Renungan Sabtu, 18 Maret 2016, Hari Biasa, Pekan II Prapaskah.
Bacaan Injil : Lukas 15:1-3.11-32
Dalam memberikan penghargaan kepada sesamanya, manusia cenderung
menghargai sesamanya bukan berdasarkan hakikatnya sebagai manusia yang
mempunyai harkat. Tetapi penghargaan itu seringkali berdasarkan apa yang
ia punyai, prestasi yang dicapai, dan kontribusi yang ia berikan.
Oleh
karena itu, manusia pun terjebak dalam kompetisi untuk berkarya
setinggi-tingginya sampai menjadi seorang manusia yang mempunyai
kekayaan, kedudukan, dan sekaligus menjadi dermawan.
Yesus tidak demikian. Ia tidak sekadar bercakap-cakap dengan orang
berdosa, bahkan ia makan bersama-sama dengan mereka, yang dalam tradisi
Yahudi makan bersama menunjukkan suatu hubungan yang akrab atau saling
menghargai satu dengan yang lain. Para Farisi dan ahli Taurat
mengecam-Nya sebagai Seorang yang terlalu berkompromi dalam soal
moralitas, karena bagi mereka akrab atau berdekatan dengan orang berdosa
adalah najis. Yesus menjelaskan dasar tindakan-Nya dengan tiga buah
perumpamaan sekaligus yang mempunyai tema sama. Dengan menceritakan
perumpamaan yang sedemikian, Yesus paling tidak mem-punyai dua maksud.

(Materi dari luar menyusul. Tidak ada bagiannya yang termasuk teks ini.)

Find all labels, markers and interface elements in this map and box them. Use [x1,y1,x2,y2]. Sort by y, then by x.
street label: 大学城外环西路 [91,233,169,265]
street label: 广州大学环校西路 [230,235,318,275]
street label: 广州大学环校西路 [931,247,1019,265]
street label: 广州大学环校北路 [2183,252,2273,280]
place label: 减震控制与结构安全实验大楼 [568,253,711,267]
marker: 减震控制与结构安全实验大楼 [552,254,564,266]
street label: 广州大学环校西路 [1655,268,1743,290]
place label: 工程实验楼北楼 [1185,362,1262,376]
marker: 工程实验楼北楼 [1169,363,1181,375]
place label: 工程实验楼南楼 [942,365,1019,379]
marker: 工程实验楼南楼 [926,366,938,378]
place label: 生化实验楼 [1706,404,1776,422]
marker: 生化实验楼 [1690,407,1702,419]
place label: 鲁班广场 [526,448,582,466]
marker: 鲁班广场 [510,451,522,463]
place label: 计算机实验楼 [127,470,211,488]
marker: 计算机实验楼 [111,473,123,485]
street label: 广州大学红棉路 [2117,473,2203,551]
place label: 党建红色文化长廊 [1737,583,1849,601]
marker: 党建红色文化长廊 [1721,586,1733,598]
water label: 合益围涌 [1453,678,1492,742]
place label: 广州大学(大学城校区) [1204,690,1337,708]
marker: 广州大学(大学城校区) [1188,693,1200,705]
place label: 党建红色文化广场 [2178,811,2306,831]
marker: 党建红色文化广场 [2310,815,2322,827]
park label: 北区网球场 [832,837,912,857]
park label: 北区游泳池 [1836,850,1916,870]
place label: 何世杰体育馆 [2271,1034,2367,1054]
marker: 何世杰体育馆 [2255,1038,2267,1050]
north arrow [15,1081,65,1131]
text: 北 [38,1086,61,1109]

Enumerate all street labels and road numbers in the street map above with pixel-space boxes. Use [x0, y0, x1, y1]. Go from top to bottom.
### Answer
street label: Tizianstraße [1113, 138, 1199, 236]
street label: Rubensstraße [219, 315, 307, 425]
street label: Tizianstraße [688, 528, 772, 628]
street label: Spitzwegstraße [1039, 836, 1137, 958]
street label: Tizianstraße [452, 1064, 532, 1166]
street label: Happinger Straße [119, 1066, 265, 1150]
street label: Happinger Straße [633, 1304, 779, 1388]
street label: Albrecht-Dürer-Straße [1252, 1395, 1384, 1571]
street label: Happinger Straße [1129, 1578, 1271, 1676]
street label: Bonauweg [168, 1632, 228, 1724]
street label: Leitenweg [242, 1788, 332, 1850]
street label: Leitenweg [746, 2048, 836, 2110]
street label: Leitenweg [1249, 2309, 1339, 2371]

Pertama, Ia mengekspresikan kesungguhan dan keseriusan atas penjelasan
tentang sikap-Nya terhadap orang berdosa. Kedua, Ia rindu agar orang
Farisi, ahli Taurat, dan semua pengikut-Nya meneladani- Nya.
Ketiga perumpamaan itu mengungkapkan bahwa baik dirham (1 hari gaji
buruh), domba, dan anak bungsu, masing-masing mempunyai nilai yang tak
terhingga bagi pemiliknya. Nilai itu timbul bukan dari apa yang dapat
mereka lakukan atau jumlah mereka karena hanya satu yang hilang, namun
timbul dari hakekat mereka masing- masing. Karena itulah ketika kembali
ditemukan, meluaplah sukacita pemiliknya, sampai mengajak orang-orang
lain pun bersukacita. Nilai manusia terletak pada hakekatnya sebagai
makhluk yang telah diciptakan serupa dan segambar dengan Sang Pencipta
Yang Agung.
Seorang bapa tidak tega melihat anaknya menderita. Rasa belas kasihan
mengalahkan segala kesalahan. Perbuatan durhaka si bungsu tidak
mengantar kepada keselamatan, namun penyesalan dan tobatlah yang
mengantarnya pada hidup penuh sukacita. Maka, hiduplah dalam semangat
pertobatan di hadirat Allah.
Renungkan: Orang Kristen harus memakai perspektif Yesus ketika
bersikap kepada koleganya, karyawannya, pembantu rumah tangganya,
pengemis, dan anak jalanan, bahkan para eks narapidana sekalipun. Siapa
pun mereka, mereka adalah makhluk yang menjadi objek Kasih Allah juga.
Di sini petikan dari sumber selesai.